Data for this task:

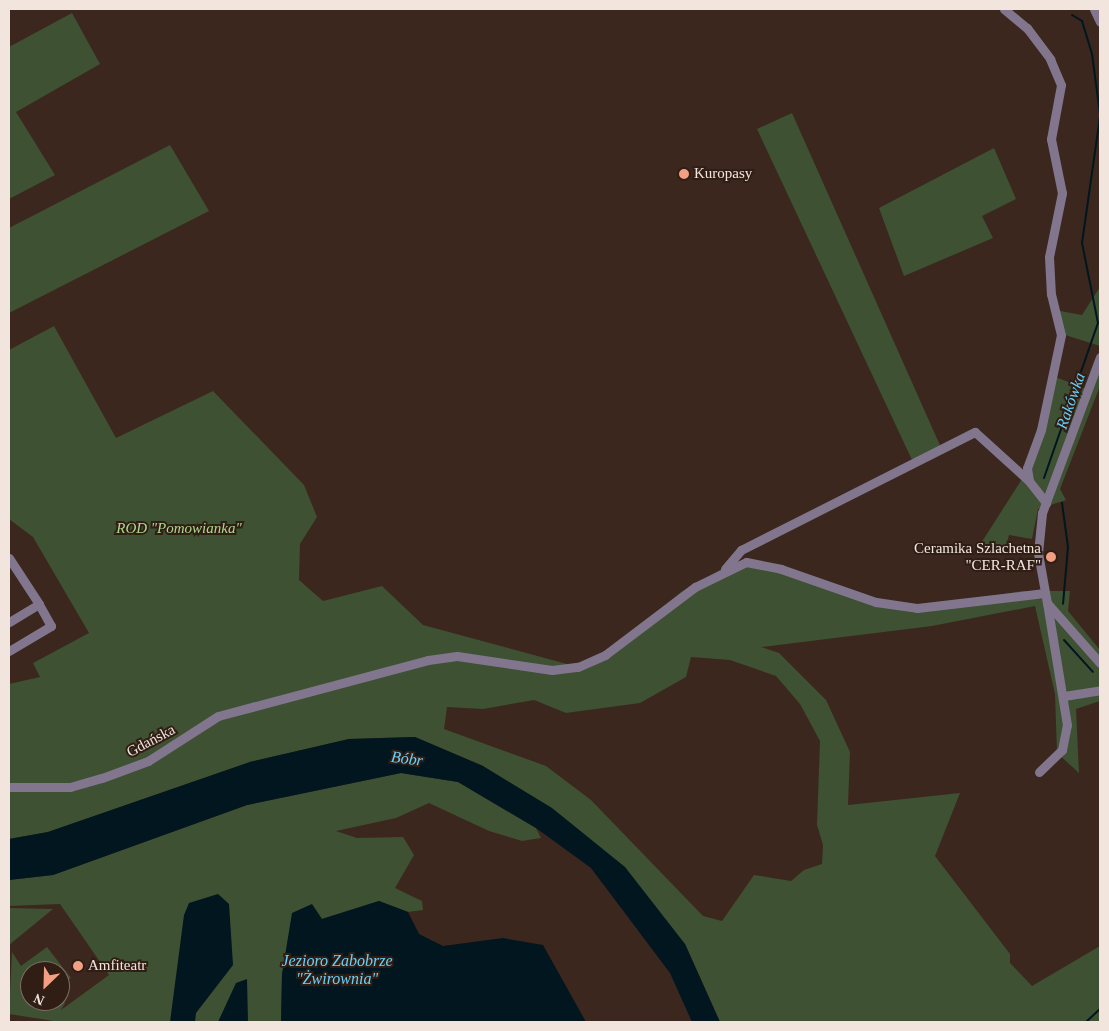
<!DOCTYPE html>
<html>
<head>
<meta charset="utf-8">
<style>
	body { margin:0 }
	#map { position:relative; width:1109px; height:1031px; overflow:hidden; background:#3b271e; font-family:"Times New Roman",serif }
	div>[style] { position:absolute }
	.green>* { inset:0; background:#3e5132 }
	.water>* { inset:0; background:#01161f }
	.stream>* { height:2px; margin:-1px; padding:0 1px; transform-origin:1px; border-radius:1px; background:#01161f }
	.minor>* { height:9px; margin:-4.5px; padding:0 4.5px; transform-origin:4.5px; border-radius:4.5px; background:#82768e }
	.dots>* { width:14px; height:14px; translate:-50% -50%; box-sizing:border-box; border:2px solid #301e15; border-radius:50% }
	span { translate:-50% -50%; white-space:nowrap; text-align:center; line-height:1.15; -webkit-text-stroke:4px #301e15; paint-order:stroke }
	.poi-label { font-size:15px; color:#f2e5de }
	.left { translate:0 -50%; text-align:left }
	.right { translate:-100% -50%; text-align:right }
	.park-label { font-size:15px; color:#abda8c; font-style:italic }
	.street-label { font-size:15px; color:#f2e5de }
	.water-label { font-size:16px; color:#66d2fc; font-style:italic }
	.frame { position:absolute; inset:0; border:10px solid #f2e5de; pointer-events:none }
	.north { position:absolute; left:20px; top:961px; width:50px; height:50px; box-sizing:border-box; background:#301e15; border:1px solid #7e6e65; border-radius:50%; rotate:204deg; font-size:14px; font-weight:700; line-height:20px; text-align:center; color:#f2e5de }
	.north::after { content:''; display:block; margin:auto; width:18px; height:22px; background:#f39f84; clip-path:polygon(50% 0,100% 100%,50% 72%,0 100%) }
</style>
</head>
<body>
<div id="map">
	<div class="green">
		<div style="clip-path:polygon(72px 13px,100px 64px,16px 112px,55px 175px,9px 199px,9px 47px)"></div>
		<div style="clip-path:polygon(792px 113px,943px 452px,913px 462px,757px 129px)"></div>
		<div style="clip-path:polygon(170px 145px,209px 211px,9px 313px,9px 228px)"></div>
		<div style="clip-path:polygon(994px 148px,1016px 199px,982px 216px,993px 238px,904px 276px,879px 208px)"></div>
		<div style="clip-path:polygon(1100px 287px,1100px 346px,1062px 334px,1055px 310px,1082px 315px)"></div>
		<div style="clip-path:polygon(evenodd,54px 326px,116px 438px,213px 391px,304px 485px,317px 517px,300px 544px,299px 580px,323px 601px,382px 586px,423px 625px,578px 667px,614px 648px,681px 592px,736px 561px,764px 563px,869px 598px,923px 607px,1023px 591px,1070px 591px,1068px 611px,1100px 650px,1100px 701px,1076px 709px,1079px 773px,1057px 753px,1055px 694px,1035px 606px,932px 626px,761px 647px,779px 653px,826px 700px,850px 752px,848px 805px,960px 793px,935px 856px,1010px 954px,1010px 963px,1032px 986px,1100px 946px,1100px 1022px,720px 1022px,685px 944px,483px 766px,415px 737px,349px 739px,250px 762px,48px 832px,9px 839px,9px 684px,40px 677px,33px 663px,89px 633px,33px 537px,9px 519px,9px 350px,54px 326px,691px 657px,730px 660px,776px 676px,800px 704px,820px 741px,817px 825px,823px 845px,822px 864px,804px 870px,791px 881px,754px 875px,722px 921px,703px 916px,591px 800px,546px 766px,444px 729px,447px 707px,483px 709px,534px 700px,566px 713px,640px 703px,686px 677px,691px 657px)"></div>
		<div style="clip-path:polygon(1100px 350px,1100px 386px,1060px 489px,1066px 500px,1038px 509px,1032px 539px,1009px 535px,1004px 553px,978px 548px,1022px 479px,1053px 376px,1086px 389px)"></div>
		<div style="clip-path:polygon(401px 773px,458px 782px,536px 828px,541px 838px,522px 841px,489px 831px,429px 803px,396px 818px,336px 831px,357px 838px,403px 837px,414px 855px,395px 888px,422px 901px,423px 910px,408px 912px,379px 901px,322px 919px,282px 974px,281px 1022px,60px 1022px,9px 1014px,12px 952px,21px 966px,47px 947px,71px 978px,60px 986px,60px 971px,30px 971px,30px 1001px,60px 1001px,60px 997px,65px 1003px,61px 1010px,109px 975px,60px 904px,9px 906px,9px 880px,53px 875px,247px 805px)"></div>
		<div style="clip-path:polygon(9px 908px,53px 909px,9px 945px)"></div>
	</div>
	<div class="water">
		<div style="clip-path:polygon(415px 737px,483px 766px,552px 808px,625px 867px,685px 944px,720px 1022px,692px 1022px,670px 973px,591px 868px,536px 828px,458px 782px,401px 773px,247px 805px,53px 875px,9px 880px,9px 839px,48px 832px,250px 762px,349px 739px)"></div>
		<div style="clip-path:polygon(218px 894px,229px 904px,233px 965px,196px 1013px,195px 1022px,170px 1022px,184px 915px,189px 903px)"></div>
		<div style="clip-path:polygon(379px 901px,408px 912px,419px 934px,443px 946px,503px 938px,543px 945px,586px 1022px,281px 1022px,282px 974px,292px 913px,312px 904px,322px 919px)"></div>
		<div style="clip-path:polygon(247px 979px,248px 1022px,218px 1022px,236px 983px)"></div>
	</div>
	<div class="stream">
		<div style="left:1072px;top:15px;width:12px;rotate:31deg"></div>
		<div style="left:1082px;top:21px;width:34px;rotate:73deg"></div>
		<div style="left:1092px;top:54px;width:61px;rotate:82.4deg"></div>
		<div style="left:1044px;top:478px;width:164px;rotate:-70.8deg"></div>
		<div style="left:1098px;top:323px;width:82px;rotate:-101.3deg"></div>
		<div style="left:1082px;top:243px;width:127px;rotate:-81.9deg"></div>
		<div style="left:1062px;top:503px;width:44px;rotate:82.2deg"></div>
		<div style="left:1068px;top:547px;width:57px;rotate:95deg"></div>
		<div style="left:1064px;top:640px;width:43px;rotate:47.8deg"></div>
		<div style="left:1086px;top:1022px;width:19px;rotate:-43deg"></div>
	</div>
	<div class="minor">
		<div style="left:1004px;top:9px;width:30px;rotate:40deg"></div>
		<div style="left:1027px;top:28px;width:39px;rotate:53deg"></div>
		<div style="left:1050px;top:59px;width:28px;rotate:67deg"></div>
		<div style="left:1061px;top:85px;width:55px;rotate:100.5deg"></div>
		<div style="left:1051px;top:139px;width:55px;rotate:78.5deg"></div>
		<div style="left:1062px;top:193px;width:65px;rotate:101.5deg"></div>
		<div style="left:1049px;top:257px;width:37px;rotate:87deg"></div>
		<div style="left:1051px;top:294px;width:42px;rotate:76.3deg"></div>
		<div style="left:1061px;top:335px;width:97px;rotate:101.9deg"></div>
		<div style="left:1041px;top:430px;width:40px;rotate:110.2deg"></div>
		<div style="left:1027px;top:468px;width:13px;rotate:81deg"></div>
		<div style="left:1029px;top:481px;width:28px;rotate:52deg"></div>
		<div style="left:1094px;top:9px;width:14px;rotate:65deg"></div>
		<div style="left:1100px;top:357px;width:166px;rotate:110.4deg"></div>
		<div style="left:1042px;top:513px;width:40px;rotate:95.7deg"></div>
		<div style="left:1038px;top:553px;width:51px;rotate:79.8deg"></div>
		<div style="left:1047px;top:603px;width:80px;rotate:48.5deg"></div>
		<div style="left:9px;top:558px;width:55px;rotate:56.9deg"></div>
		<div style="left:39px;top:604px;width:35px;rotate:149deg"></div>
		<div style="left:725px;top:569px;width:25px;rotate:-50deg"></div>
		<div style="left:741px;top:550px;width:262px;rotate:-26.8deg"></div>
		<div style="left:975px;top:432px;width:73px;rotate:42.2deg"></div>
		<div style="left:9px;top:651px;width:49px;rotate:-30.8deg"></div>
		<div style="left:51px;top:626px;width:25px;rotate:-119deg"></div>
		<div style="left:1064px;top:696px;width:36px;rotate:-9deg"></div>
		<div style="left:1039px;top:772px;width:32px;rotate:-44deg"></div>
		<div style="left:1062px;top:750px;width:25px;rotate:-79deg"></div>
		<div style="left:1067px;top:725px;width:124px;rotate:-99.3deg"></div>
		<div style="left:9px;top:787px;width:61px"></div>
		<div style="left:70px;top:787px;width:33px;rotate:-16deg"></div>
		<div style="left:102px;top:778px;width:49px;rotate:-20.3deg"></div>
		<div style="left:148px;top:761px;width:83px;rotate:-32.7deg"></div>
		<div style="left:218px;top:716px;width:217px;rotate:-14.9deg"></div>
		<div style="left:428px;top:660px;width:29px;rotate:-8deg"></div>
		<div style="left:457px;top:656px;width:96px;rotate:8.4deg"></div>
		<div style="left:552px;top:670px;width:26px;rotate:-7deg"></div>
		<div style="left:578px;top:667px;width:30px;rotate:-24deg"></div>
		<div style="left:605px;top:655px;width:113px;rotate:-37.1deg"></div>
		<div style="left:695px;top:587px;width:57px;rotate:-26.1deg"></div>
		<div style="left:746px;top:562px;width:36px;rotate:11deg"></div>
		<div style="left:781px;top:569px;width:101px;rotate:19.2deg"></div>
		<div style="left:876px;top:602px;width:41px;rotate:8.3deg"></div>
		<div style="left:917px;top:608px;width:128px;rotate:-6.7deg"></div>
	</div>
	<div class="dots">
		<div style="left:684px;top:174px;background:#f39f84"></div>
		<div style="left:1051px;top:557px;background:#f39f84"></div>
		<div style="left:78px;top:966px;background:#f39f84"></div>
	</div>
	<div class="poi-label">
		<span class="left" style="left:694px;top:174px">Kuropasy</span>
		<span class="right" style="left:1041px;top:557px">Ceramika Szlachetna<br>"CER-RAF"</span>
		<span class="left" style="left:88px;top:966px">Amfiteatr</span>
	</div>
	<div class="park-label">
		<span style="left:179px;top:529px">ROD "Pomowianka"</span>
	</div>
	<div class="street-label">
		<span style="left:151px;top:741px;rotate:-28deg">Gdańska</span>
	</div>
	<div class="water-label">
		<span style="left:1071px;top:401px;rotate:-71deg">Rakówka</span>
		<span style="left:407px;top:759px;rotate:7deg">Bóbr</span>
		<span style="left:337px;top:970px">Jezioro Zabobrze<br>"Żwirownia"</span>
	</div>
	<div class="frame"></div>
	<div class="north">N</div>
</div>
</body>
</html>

Your assignment:
Retrieve every line above holding the word "stream".

Result of the task:
	.stream>* { height:2px; margin:-1px; padding:0 1px; transform-origin:1px; border-radius:1px; background:#01161f }
	<div class="stream">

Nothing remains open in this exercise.